Records for this task Block Start
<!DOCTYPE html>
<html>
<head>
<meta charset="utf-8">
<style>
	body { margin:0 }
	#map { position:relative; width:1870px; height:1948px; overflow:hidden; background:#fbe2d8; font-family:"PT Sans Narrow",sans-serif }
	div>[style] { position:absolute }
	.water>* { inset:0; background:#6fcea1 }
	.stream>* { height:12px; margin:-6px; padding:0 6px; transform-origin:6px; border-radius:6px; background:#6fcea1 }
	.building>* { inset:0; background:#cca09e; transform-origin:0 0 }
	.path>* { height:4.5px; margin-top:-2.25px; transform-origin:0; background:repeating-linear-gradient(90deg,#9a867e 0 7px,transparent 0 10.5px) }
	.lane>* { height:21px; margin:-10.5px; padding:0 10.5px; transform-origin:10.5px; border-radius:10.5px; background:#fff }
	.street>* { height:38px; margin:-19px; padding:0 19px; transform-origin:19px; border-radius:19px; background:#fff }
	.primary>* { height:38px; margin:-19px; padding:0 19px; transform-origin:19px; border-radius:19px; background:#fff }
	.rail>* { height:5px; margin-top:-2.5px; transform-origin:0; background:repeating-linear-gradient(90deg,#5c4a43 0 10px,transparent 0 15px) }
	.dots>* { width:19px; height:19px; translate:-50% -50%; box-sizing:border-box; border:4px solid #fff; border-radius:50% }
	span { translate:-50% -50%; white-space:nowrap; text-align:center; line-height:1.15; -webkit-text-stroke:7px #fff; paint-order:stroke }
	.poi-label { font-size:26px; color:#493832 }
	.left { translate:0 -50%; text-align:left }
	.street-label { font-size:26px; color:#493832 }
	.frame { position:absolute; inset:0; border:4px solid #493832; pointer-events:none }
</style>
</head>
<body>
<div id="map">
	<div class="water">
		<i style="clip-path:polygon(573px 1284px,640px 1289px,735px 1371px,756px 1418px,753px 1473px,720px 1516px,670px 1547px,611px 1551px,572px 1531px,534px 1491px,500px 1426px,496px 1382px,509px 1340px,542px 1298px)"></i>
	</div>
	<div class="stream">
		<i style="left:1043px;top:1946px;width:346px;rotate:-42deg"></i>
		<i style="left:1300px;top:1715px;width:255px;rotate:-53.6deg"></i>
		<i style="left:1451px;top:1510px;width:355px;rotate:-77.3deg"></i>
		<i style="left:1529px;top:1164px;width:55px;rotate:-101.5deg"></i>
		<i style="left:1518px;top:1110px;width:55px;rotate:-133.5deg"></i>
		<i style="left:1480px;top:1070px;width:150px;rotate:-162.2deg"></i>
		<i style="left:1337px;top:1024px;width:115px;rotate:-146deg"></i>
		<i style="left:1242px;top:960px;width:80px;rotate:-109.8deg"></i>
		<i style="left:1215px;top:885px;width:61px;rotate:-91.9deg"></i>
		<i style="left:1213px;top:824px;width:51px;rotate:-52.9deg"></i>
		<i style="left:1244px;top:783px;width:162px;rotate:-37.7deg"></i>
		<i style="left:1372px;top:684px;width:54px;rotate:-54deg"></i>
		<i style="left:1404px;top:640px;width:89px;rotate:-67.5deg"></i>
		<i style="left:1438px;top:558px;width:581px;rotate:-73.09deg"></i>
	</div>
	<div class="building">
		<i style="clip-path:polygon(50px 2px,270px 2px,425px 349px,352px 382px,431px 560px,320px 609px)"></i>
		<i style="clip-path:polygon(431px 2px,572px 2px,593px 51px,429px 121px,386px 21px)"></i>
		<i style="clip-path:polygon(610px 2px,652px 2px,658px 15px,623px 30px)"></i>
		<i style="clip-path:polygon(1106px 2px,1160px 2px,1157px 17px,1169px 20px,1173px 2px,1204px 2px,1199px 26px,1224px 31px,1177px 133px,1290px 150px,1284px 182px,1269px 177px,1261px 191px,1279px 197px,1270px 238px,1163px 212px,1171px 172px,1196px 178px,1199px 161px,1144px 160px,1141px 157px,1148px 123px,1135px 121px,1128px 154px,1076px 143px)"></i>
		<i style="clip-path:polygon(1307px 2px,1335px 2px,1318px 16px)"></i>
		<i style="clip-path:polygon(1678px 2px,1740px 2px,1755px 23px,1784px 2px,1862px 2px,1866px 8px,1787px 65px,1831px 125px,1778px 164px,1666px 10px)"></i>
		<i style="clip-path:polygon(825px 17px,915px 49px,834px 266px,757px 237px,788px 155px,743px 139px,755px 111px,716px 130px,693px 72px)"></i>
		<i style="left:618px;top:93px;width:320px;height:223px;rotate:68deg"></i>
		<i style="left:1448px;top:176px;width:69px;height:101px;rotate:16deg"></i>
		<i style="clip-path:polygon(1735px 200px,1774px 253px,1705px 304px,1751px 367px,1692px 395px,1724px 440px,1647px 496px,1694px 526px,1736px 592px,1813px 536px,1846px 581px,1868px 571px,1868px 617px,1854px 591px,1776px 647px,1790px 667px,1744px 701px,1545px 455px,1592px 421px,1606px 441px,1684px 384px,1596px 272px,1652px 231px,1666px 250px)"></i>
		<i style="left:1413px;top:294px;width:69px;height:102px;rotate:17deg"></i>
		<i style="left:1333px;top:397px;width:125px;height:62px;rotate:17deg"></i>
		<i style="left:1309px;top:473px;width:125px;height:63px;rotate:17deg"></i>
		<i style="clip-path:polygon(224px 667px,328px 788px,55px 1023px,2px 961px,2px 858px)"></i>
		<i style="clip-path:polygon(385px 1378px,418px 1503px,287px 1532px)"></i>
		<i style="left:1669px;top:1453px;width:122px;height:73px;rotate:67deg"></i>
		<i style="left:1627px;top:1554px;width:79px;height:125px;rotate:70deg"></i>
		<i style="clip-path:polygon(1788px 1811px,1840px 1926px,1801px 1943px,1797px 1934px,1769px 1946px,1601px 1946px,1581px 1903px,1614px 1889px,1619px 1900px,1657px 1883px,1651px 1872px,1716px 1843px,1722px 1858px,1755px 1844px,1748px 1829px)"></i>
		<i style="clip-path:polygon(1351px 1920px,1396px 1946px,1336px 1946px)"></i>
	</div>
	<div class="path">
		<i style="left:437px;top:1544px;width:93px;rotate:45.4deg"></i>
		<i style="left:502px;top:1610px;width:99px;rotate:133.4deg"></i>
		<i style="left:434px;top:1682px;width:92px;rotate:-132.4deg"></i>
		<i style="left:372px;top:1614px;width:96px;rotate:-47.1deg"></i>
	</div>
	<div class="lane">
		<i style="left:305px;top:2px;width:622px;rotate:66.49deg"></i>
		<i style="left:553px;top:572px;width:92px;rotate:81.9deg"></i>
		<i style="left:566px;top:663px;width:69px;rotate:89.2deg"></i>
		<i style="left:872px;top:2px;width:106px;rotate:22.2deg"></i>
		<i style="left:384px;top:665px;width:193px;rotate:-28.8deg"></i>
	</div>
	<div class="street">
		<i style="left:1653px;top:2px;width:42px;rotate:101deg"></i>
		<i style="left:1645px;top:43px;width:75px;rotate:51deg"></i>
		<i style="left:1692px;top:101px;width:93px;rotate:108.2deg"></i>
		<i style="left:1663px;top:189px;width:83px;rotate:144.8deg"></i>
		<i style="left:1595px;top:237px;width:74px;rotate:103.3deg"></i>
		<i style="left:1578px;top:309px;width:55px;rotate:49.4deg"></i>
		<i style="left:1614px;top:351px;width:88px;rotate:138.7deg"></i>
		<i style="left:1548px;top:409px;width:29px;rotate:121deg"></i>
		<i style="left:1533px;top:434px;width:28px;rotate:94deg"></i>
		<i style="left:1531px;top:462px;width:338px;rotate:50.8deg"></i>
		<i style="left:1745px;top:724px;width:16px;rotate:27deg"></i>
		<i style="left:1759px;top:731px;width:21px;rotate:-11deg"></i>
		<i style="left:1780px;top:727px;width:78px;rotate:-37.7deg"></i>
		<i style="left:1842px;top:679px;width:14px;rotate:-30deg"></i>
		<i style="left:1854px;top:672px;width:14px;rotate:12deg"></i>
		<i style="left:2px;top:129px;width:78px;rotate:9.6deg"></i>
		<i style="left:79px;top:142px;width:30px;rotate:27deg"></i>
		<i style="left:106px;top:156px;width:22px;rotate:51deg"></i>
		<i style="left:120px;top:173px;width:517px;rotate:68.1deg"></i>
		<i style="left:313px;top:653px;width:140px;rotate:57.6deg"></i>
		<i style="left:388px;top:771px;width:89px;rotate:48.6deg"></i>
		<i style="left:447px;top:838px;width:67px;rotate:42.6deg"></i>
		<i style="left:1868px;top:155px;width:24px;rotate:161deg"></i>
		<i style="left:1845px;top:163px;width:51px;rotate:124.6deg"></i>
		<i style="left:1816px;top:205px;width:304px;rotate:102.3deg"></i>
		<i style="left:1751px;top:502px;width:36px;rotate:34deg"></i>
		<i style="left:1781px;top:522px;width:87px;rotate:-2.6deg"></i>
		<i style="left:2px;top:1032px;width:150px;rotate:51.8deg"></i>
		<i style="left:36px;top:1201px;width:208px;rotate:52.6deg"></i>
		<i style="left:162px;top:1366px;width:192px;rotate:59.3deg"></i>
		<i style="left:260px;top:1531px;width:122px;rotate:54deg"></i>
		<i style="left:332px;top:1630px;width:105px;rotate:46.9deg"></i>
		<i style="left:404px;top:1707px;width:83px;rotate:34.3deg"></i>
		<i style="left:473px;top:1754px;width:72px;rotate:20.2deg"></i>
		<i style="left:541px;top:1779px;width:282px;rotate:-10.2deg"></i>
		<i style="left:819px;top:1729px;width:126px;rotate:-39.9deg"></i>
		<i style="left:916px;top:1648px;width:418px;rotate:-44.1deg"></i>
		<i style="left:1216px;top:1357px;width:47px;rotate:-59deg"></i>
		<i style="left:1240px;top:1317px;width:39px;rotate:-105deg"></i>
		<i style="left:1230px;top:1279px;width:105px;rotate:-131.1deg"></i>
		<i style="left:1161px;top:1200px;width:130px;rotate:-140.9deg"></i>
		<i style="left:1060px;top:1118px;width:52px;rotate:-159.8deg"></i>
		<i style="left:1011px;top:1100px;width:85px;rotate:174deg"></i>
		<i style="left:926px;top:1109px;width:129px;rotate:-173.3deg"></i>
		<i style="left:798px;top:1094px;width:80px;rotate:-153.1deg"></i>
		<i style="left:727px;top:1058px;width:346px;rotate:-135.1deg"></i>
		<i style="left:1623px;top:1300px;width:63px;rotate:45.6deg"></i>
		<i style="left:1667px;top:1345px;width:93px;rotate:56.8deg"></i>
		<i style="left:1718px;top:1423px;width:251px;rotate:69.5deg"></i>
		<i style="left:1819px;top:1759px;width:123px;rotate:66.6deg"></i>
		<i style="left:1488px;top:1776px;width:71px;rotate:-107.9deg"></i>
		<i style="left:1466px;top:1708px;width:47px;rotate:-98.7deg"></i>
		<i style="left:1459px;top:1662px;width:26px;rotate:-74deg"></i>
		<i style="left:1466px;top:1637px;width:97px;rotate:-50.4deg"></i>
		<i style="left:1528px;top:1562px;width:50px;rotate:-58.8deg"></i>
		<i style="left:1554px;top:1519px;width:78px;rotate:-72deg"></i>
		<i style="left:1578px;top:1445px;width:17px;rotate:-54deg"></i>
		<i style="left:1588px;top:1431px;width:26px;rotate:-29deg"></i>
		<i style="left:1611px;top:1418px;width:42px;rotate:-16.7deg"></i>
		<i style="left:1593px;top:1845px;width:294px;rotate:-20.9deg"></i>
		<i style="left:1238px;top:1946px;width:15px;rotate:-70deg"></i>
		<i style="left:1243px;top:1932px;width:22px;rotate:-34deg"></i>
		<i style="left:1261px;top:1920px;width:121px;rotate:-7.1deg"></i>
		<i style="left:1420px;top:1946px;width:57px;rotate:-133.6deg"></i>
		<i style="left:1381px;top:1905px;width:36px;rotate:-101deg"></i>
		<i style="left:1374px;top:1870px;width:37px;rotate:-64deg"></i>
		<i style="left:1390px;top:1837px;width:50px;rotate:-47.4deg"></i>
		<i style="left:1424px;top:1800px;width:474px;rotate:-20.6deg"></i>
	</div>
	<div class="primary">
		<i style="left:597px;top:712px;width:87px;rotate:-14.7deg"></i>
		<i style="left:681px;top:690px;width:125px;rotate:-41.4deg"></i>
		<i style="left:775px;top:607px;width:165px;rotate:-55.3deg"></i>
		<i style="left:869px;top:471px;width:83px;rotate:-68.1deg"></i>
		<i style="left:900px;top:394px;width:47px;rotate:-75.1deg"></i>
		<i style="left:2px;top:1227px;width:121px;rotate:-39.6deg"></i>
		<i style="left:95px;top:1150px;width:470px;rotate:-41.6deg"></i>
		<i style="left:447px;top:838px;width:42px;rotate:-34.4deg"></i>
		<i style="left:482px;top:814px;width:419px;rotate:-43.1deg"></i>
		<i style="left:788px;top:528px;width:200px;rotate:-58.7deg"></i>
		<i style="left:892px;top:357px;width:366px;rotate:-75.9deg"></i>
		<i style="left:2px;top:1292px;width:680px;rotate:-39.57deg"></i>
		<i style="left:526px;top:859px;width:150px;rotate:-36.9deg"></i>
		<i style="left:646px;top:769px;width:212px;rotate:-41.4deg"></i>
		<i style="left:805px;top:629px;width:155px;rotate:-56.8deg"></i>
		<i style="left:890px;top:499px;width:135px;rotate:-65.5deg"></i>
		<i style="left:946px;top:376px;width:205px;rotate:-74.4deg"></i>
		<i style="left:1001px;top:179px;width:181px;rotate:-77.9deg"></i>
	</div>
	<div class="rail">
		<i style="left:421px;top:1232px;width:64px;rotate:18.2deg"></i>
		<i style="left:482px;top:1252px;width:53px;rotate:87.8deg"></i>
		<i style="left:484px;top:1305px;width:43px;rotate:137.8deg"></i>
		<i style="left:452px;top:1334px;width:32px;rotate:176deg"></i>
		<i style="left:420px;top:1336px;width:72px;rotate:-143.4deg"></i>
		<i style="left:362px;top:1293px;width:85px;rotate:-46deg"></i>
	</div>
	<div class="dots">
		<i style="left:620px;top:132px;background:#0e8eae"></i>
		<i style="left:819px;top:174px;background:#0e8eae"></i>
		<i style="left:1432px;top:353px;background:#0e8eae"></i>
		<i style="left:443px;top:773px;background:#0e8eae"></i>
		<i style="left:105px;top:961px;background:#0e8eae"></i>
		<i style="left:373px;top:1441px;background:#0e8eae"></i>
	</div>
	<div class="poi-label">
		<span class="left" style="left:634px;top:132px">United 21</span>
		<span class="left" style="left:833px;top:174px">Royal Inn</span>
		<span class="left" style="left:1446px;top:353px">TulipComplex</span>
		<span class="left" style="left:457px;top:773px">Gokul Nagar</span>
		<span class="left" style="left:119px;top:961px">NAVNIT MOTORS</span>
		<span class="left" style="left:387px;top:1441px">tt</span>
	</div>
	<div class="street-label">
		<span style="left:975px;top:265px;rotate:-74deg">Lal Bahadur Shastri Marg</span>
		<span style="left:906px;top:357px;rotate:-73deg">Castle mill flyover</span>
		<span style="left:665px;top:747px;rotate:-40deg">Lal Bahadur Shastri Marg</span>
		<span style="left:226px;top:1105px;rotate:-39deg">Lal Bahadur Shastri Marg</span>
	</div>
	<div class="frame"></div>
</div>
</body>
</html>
Records for this task Block End
→ Task directions: Take every line above carrying "stream" and return it.

→ Output of the exercise:
	.stream>* { height:12px; margin:-6px; padding:0 6px; transform-origin:6px; border-radius:6px; background:#6fcea1 }
	<div class="stream">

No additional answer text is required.